For years, I lived in Oak Park, a Chicago suburb that was in the forefront of curbside recycling, and I served several years as a member of the village’s Solid Waste Commission. In the end, we developed an extensive—and expensive—program of collecting materials for recycling. Our recycling route trucks had separate bins each for newspaper, waste paper, glass, plastic, and metal containers.

We also had separate trucks that collected bags of yard waste for composting as well as small bundles of branches, brush, and limbs. Residents were supplied a tote in which all glass, plastic, and metal containers were to be placed; newspapers were to be put into paper bags; and another paper bag was designated for mixed paper.

Yard waste was a separate issue. The village sold tags for $1.79 to be affixed to large paper, composting bags. The same tags had to be affixed to small bundles of brush and branches. And all this in addition to the regular garbage trucks that mechanically emptied village-supplied, large lidded and wheeled carts.

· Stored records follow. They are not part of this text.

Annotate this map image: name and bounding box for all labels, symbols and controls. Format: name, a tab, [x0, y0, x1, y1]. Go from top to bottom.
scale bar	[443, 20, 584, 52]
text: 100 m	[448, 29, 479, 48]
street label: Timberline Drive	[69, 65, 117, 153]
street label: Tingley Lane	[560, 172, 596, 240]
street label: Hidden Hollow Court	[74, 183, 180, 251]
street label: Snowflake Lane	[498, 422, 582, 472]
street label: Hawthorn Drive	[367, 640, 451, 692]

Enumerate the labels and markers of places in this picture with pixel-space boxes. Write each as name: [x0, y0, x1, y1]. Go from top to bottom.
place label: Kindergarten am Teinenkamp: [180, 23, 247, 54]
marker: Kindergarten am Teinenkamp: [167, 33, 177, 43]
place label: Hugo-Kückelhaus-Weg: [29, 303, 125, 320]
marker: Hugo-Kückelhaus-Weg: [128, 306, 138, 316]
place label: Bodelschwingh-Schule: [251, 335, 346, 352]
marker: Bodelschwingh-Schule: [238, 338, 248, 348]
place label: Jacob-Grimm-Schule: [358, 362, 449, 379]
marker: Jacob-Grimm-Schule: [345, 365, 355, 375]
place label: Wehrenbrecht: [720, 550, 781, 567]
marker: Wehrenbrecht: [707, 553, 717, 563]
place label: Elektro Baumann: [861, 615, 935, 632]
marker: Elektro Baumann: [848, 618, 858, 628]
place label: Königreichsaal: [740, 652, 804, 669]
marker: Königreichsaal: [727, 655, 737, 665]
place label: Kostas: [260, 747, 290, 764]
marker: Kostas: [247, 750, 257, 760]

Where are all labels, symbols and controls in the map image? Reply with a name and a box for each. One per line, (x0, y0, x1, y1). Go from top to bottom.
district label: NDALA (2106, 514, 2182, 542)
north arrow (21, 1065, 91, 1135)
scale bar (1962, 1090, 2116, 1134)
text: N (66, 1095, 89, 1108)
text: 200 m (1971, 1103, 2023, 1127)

Was it convenient to keep all these materials separated? Of course it wasn’t. But because the residents were very pro-recycling, most complied. What the system was good at was producing clean, contamination-free recycling streams that, for the most part, had reasonably ready markets. If the sorting, not to mention the storing of all these waste streams, was inconvenient, it was tolerated and most of the village—at least in single-family homes—participated. Since environmental sentiment today is a paler shade of “green,” the Oak Park model is probably too costly for many communities.

However, that pale green may be deepening as more recycling programs are mandated. New packaging fees will soon be affecting more companies (see p. 113 and p. 125 for more details).

But the totally commingled recycle stream surely seems a step in the wrong direction. Although it may well encourage recycling by more families and collecting more materials, it seems to be moving away from the markets for those materials. In other words, rather than increasing the flow of materials for recycling, it may instead be generating more waste that must join the trash waste stream.

A number of companies that use recycled materials say that material coming from commingled collections tends to be far more contaminated with other materials, to the point of jamming up their operations. In fact, some paper mills have rejected paper from these operations because of glass shard contamination. Buyers of recycled glass don’t appear to be much happier.

“It’s producing sophisticated trash,” Jerry Bannister of Owens-Illinois was quoted in an article in the Chicago Tribune. “It’s great for the collection process, but it’s terrible for the end users.” A waste management agency in California said this about single-stream collection: “It requires us to rethink why we’re recycling at all. The system seems to have been changed unilaterally by the collectors. . .”

A successful system requires that all participants be on board: the public with collecting and organizing recyclables, the collector with pick-up and sometimes sorting, and the end user able to use the quality of the materials available. Without the cooperation of all the end-use markets, single-stream collection may simply be a costly, feel-good generator of more waste.

Incidentally, the new face alongside my chair, Puchinsky, is himself a recycler. One of the favorite chewing toys for the teething puppy is a used aluminum beverage can, and he’s even helped us clear some litter from roads near the cottage.